Filter these entries down to the lines that hold the word "Caddesi", and show each of them.

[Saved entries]
· · · · · · ·
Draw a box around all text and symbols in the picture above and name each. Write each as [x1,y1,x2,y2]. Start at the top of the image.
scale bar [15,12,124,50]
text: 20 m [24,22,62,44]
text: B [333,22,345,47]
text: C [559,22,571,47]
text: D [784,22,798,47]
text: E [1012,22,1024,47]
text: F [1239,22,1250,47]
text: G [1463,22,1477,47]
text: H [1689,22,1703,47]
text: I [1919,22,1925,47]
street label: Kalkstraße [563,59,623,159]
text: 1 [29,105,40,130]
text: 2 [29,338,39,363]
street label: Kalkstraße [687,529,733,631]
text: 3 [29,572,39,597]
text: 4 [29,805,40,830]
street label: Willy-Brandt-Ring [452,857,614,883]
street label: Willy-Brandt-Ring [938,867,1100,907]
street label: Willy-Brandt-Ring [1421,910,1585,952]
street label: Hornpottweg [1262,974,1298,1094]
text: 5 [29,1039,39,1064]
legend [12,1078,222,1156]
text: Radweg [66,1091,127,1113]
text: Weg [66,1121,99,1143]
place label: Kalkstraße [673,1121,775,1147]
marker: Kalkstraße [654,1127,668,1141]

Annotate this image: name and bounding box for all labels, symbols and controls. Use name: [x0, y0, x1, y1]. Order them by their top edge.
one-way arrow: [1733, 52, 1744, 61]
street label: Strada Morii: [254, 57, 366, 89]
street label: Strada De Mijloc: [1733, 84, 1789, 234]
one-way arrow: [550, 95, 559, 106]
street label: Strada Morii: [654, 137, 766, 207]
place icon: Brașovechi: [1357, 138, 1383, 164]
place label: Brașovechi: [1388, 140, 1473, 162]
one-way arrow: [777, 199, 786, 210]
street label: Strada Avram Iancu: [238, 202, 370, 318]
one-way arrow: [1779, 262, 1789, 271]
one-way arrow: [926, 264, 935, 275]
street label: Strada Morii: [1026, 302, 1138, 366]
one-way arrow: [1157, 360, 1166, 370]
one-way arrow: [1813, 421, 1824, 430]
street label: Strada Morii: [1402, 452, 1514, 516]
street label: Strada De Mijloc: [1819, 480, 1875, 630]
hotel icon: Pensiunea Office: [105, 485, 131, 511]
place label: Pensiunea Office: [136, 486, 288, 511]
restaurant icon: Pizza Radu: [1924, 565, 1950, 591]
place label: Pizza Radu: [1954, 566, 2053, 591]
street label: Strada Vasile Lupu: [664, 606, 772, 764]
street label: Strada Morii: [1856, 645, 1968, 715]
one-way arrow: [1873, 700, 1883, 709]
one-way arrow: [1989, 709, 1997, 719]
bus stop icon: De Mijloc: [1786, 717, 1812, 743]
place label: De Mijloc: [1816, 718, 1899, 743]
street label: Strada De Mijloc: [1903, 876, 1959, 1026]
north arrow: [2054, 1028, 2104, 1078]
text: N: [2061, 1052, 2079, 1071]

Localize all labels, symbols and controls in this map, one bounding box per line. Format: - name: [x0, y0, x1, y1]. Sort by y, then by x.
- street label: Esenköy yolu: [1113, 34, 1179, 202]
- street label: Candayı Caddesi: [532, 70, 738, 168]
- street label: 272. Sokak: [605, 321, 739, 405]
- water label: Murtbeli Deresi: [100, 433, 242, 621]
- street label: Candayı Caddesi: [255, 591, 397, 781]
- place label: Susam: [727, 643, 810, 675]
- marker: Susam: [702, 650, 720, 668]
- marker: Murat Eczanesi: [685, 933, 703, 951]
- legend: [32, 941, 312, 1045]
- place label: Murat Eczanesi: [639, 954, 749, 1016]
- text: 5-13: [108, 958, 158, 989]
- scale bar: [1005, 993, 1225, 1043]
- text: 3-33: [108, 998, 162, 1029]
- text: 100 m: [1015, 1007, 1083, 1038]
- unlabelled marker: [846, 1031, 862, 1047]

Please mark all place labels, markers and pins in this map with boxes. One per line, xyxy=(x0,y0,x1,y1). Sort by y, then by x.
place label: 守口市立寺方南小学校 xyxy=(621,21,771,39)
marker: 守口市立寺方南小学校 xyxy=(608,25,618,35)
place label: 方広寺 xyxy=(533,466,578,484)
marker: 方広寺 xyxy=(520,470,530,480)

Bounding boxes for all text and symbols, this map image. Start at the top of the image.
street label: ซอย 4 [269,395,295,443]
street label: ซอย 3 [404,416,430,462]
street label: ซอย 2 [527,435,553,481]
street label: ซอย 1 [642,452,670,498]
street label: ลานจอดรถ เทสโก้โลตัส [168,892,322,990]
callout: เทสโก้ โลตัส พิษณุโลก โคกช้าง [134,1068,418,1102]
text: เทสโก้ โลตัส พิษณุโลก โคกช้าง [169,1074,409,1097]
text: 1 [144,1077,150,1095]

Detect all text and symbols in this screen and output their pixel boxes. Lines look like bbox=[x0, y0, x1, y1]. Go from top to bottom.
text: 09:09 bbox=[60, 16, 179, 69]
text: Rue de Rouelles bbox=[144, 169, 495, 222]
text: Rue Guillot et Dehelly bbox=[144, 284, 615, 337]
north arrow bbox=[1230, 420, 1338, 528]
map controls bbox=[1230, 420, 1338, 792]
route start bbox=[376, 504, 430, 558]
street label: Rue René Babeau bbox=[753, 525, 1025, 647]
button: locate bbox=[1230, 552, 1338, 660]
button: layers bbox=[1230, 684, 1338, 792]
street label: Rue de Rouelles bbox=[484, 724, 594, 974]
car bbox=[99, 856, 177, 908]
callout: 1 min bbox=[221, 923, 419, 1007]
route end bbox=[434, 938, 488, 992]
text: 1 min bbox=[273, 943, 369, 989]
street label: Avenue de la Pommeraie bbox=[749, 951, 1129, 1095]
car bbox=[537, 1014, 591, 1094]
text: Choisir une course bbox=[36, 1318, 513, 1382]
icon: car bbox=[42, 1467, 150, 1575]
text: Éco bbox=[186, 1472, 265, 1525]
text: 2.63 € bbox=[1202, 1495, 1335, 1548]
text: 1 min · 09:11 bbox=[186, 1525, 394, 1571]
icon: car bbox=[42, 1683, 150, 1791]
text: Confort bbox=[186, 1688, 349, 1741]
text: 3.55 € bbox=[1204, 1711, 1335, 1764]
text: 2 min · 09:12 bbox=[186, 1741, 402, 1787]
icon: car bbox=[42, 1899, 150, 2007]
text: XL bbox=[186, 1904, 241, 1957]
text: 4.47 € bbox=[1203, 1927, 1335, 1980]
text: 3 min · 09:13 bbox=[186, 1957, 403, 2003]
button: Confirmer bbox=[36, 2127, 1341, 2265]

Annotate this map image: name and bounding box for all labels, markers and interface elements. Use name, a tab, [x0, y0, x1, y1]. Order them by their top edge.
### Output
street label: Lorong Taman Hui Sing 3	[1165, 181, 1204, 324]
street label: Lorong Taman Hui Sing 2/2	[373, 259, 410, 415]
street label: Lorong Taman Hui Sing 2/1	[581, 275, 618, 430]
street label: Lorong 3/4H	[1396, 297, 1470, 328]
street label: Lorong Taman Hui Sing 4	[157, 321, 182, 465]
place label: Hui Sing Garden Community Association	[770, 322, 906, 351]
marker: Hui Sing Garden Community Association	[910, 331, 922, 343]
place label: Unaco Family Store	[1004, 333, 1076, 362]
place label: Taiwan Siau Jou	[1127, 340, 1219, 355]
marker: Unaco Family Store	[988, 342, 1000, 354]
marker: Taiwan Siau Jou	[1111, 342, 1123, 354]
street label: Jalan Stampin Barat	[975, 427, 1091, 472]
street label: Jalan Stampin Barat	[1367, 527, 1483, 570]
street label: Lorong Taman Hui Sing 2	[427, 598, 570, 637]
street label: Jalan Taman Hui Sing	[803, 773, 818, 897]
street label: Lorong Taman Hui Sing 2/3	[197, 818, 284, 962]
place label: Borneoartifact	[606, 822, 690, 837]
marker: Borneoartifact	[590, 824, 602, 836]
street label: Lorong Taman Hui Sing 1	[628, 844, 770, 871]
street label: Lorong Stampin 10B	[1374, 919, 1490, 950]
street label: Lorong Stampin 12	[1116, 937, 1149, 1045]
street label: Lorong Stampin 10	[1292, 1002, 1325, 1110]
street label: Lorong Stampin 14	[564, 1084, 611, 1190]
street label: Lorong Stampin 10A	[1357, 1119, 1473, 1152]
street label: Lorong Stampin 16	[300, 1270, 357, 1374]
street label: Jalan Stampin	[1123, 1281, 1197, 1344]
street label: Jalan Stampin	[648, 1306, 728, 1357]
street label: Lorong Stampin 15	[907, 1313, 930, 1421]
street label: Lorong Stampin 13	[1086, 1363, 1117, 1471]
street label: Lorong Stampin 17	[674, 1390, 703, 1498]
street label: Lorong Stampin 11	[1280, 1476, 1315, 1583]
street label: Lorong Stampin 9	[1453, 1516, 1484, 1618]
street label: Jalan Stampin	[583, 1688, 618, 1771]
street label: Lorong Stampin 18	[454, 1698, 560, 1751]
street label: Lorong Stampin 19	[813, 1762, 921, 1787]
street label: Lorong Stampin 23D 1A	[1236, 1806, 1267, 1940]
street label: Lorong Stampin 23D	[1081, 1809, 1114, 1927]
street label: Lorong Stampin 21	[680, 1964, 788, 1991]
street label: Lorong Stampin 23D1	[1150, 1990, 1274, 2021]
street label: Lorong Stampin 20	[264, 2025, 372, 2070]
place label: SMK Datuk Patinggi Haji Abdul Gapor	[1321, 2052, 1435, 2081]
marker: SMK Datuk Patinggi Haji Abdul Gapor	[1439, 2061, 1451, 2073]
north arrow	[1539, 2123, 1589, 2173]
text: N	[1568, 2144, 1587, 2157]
· · · · · · ·
◆ ANSWER:
- street label: Candayı Caddesi: [532, 70, 738, 168]
- street label: Candayı Caddesi: [255, 591, 397, 781]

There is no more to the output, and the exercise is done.